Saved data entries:

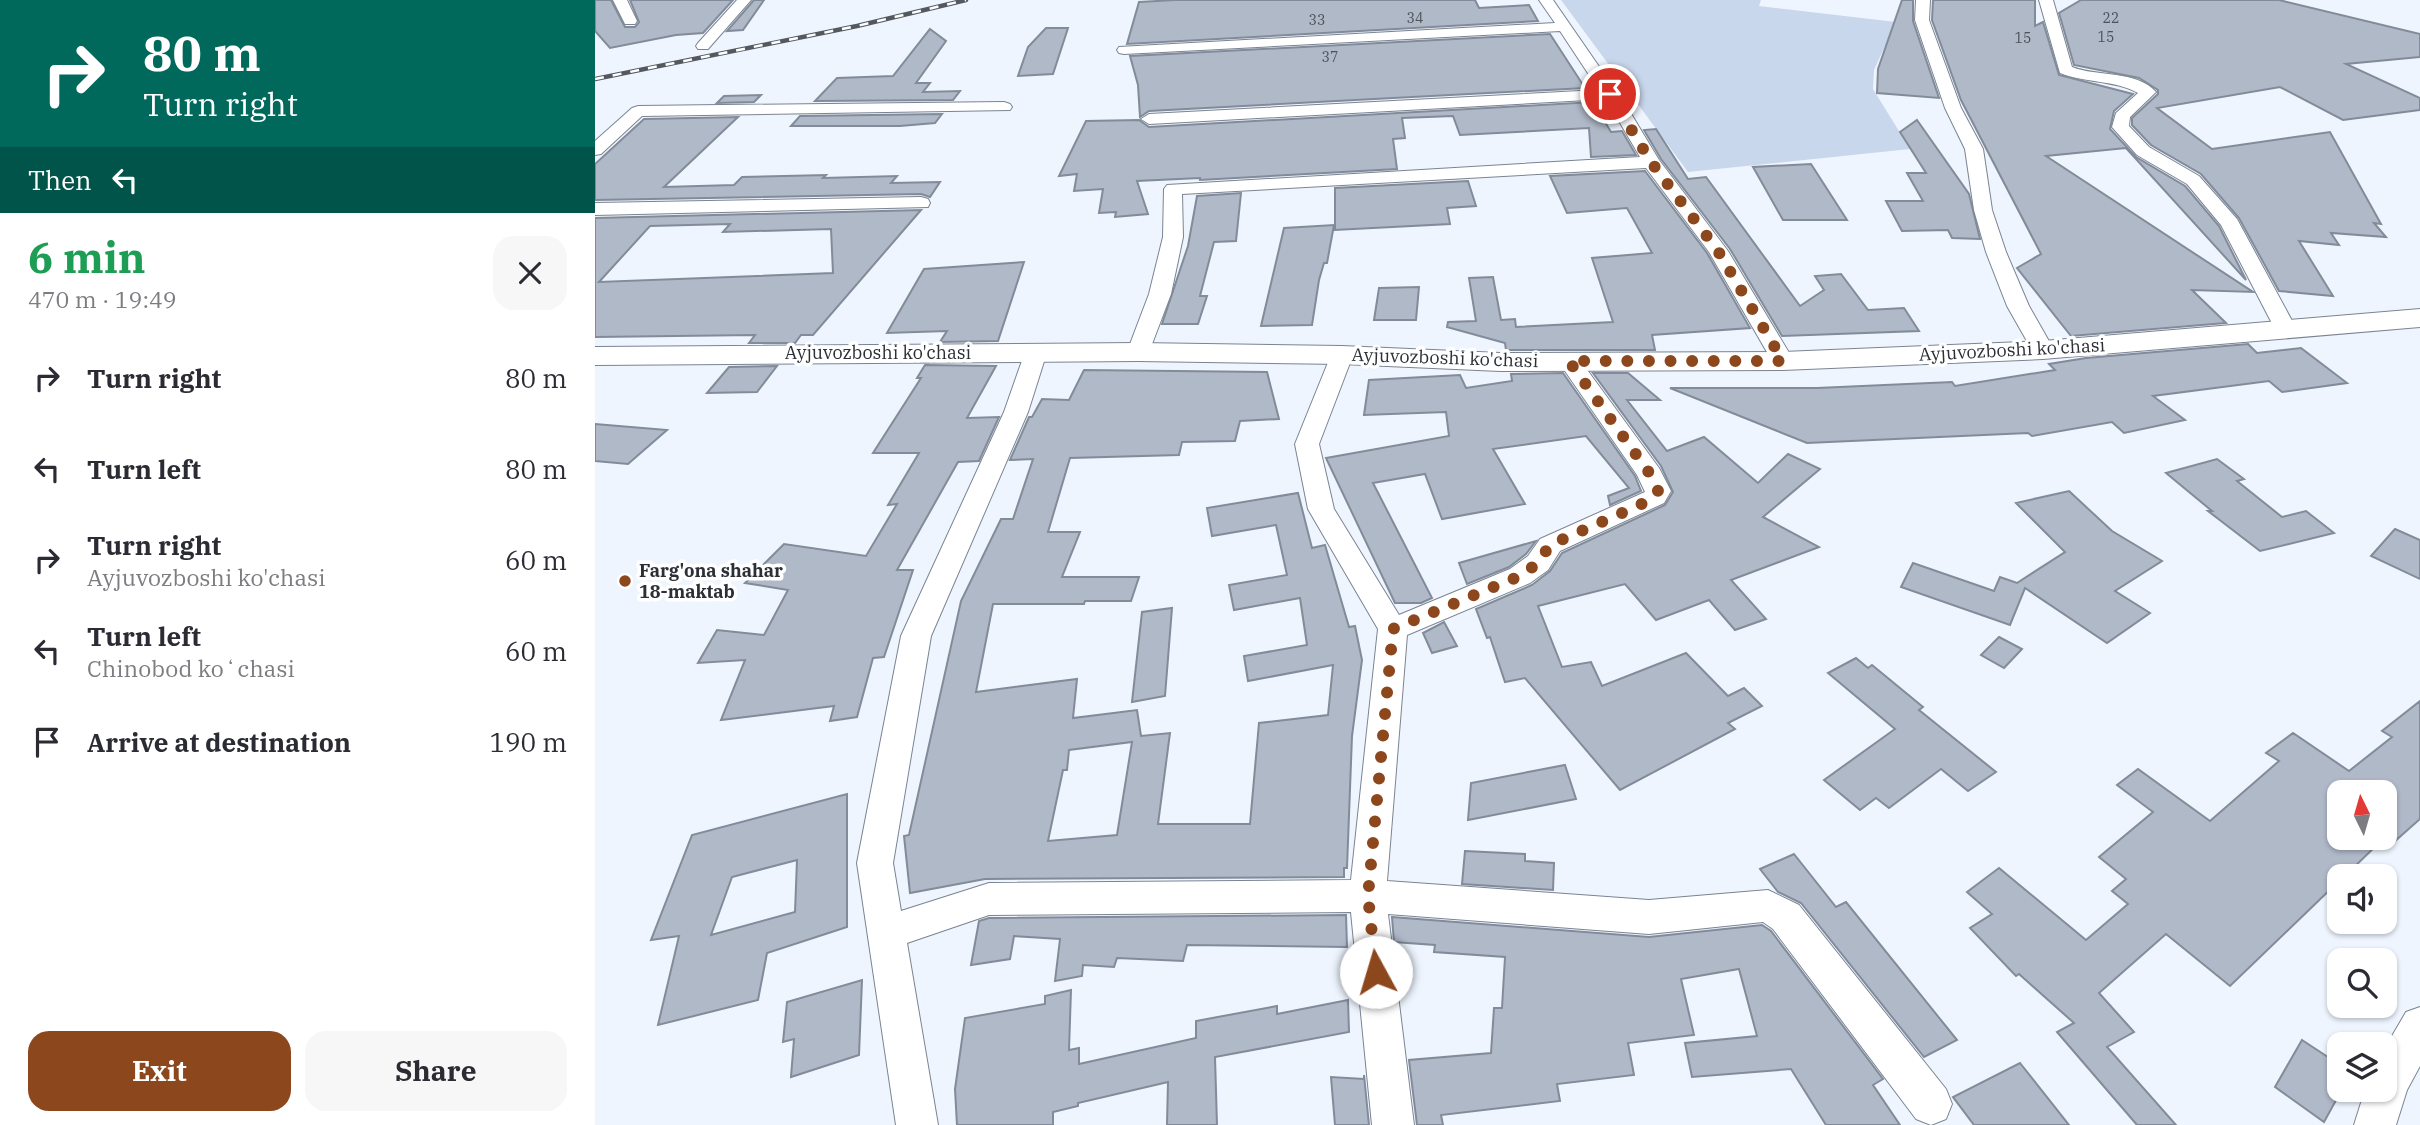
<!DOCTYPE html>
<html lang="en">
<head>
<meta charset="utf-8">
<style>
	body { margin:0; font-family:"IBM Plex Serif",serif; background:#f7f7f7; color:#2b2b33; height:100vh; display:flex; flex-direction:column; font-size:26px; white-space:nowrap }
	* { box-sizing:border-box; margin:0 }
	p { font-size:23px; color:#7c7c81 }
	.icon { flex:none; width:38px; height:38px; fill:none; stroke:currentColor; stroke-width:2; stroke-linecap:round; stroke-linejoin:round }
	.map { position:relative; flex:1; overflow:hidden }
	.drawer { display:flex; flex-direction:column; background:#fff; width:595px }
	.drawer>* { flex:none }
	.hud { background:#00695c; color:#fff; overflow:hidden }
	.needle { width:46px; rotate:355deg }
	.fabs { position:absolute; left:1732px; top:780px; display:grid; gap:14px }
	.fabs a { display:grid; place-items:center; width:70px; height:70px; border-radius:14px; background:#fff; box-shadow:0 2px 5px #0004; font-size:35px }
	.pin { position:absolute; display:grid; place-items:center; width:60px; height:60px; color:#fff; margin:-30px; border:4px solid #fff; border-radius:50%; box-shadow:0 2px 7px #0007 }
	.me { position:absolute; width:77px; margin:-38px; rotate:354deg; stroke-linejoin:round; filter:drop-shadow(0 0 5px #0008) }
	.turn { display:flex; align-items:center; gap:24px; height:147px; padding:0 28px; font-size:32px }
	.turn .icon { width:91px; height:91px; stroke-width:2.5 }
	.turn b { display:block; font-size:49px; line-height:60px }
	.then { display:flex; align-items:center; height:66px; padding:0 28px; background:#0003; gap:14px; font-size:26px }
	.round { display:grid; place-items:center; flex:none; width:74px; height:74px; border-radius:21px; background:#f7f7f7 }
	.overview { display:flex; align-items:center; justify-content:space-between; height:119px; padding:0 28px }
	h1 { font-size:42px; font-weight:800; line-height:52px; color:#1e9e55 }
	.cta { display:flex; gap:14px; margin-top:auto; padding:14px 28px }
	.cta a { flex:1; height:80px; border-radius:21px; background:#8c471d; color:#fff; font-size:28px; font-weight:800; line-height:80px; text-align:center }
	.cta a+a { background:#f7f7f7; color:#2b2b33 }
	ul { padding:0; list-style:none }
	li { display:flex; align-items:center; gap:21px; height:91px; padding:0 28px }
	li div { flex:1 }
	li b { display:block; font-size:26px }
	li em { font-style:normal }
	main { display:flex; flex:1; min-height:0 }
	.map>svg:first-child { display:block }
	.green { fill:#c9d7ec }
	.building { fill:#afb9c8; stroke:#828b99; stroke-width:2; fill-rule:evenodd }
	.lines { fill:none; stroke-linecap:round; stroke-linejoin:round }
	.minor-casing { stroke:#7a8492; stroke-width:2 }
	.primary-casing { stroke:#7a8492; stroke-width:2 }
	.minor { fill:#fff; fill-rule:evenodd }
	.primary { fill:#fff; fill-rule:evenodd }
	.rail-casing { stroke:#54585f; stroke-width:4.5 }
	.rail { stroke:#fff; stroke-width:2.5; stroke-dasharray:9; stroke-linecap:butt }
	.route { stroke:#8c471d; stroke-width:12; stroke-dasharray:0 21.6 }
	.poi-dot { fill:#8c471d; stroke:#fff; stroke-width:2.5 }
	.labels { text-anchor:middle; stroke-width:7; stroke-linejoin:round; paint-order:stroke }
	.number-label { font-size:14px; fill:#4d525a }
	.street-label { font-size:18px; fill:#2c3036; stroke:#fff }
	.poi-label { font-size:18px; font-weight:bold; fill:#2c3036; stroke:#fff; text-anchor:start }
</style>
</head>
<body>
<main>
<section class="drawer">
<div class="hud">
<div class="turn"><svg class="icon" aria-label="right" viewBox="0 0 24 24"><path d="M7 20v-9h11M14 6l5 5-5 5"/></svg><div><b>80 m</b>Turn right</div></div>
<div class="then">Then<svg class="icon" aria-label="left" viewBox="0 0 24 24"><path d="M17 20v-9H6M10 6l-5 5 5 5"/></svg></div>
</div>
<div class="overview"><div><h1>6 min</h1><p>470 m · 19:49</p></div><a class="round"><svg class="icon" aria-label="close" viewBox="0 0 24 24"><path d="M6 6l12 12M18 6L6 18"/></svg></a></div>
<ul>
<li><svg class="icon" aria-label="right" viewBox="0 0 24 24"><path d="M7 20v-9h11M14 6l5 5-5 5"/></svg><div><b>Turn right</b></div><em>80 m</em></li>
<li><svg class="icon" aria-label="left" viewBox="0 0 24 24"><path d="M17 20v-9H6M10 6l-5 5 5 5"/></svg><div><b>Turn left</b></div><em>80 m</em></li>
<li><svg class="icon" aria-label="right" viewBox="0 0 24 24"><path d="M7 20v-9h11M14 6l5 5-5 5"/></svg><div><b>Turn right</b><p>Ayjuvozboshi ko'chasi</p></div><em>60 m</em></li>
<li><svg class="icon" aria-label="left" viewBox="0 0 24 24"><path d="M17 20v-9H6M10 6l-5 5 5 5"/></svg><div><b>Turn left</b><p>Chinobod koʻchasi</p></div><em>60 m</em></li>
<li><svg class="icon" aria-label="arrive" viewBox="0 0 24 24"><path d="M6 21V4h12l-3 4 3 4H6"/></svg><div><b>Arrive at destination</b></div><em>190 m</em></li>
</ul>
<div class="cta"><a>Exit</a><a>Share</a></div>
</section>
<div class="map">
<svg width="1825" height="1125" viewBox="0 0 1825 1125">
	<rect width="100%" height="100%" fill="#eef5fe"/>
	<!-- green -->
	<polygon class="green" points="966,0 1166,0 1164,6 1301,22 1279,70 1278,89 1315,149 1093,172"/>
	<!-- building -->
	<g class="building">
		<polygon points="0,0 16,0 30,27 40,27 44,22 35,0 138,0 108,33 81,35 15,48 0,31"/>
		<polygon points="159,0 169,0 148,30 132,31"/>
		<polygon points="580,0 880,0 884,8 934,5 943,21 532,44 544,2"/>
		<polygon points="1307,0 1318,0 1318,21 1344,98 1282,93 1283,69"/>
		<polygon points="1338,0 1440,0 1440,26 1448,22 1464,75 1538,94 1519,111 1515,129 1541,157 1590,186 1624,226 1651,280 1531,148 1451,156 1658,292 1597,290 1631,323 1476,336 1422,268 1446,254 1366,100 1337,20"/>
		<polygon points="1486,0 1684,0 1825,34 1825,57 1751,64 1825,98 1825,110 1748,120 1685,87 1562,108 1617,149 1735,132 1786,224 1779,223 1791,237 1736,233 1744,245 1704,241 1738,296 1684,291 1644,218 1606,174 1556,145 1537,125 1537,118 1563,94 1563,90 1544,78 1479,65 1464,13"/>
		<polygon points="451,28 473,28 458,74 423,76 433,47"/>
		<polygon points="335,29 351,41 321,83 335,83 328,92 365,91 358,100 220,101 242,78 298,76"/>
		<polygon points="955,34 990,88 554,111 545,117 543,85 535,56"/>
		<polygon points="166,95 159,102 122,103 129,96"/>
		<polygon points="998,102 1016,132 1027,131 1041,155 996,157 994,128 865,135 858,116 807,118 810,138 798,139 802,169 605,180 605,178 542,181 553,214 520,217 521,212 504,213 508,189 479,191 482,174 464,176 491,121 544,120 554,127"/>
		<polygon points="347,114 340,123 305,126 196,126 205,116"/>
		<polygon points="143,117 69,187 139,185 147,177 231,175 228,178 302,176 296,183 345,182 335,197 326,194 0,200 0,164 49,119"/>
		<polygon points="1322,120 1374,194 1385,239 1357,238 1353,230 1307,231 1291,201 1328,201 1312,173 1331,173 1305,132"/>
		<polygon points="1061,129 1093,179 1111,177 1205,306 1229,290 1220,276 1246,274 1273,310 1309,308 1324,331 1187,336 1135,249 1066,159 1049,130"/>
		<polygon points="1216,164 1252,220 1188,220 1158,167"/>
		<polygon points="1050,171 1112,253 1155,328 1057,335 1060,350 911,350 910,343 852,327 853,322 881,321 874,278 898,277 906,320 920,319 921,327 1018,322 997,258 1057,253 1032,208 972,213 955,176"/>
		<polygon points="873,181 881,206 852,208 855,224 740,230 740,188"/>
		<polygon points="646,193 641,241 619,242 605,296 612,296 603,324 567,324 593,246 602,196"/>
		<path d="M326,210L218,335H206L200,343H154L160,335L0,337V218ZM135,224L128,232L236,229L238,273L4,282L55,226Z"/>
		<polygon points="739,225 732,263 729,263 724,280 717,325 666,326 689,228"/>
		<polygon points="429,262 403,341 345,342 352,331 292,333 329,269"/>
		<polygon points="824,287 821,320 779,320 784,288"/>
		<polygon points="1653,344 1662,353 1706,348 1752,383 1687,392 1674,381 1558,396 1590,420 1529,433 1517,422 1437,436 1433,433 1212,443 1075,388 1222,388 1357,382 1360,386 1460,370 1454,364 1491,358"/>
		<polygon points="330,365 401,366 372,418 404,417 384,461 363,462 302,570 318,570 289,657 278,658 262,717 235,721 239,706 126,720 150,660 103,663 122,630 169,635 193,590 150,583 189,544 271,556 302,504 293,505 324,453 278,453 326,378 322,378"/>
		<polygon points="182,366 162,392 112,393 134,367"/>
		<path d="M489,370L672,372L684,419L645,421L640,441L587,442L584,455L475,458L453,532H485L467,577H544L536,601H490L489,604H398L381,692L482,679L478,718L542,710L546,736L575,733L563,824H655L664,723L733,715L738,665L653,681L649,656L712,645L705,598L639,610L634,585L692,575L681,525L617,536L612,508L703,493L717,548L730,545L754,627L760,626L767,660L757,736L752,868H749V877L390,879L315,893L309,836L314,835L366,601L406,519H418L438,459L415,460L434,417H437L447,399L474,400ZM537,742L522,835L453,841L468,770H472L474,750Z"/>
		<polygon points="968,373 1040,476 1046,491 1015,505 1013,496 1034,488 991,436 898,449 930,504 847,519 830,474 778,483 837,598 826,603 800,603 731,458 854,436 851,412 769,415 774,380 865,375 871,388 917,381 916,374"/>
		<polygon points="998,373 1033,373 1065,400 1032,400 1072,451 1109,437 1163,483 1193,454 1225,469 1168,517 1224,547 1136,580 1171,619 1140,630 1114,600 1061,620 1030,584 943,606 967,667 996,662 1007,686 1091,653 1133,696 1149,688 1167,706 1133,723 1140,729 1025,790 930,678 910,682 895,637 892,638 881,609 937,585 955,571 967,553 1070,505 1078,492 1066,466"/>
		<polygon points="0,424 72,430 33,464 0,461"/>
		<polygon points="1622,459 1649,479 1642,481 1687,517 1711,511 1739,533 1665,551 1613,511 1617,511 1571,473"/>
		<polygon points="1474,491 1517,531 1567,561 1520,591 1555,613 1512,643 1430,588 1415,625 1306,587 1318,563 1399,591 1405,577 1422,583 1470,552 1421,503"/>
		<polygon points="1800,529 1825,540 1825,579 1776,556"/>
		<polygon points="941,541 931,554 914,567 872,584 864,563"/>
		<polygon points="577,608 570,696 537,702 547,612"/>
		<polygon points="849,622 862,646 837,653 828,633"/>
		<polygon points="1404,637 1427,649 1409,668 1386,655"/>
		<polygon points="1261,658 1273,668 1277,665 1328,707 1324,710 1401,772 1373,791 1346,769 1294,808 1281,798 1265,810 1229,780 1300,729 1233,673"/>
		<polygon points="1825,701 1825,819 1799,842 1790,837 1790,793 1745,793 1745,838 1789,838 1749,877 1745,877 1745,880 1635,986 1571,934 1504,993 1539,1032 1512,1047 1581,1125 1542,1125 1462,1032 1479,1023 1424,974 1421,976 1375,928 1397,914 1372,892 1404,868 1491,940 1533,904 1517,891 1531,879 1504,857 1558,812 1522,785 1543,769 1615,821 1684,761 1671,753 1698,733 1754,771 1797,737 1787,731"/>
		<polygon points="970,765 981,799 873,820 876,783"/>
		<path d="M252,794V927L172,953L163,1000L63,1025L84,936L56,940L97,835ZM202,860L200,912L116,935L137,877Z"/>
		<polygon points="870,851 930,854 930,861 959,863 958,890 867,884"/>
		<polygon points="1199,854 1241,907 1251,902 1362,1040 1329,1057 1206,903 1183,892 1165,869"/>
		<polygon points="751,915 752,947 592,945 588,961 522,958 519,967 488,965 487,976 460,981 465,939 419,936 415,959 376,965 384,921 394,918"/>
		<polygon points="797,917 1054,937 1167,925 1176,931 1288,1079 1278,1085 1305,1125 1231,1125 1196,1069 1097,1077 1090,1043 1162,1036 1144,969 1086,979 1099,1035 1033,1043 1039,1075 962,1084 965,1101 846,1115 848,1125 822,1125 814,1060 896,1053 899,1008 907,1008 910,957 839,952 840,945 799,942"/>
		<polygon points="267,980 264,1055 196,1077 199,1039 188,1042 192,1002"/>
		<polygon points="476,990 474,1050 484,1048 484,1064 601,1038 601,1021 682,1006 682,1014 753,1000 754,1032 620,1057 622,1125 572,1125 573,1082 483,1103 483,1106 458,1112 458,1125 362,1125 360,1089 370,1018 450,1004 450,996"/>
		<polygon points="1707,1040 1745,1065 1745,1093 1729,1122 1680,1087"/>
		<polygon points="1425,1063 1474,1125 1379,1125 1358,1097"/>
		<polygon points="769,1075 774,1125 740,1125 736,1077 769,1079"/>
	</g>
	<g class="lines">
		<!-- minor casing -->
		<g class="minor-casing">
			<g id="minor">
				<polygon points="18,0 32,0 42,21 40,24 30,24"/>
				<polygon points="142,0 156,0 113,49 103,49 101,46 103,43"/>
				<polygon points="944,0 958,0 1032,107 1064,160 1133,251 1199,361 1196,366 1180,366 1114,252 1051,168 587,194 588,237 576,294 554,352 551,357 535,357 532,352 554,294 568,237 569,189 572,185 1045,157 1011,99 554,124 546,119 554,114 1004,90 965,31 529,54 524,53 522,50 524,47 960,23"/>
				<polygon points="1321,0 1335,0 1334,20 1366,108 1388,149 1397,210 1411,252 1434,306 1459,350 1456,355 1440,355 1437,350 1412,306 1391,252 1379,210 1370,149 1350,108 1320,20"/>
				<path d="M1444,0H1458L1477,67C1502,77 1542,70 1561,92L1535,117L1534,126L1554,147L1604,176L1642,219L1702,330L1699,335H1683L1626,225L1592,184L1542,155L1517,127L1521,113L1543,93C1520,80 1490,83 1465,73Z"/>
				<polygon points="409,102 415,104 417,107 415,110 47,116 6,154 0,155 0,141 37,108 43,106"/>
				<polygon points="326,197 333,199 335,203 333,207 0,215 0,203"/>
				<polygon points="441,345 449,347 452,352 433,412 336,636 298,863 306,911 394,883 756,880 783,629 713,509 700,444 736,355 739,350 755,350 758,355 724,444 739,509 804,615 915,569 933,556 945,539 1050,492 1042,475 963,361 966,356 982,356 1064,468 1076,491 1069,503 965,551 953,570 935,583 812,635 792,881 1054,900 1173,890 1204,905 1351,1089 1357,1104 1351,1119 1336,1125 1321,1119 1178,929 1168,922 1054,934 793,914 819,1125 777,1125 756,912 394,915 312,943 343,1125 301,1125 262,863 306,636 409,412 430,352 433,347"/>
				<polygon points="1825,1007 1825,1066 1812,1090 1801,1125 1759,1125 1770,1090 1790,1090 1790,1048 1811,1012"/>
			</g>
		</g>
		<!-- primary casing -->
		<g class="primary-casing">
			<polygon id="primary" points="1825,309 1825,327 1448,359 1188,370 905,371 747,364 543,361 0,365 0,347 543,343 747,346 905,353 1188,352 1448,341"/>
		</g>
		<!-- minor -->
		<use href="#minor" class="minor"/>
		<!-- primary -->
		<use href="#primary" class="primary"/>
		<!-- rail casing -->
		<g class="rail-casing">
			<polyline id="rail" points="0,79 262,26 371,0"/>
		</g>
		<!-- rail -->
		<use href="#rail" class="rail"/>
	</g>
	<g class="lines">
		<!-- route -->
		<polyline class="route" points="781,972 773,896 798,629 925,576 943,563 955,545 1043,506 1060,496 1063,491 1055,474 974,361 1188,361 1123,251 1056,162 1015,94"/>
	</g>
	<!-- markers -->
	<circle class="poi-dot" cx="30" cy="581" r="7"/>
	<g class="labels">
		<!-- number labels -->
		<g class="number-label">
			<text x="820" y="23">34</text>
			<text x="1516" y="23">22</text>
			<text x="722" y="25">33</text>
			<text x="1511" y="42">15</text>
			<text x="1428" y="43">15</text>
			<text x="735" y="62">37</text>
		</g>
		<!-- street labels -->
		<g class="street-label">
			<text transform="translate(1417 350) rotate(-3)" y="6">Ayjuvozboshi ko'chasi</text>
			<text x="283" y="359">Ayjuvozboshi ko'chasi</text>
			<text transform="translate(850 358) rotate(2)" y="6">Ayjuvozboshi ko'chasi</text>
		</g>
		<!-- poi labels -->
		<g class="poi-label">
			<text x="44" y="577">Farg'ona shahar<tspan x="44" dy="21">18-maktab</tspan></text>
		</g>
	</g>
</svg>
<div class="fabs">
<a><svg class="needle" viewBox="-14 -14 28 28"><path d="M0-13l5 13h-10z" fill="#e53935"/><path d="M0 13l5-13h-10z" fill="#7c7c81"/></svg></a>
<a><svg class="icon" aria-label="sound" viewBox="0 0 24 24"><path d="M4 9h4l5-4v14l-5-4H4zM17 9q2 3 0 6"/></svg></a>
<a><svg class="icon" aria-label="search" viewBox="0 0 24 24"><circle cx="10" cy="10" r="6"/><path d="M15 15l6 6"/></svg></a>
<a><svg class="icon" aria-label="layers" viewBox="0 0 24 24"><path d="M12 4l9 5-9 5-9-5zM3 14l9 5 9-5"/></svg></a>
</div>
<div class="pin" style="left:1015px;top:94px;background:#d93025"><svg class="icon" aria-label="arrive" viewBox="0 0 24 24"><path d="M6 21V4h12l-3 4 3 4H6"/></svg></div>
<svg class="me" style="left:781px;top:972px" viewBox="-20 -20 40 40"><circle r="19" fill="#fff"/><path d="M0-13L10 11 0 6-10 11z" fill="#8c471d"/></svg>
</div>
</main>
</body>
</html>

> Task objective
Given the entries above, say how many lines include the word "labels", and write nothing besides the number.

> Task response
5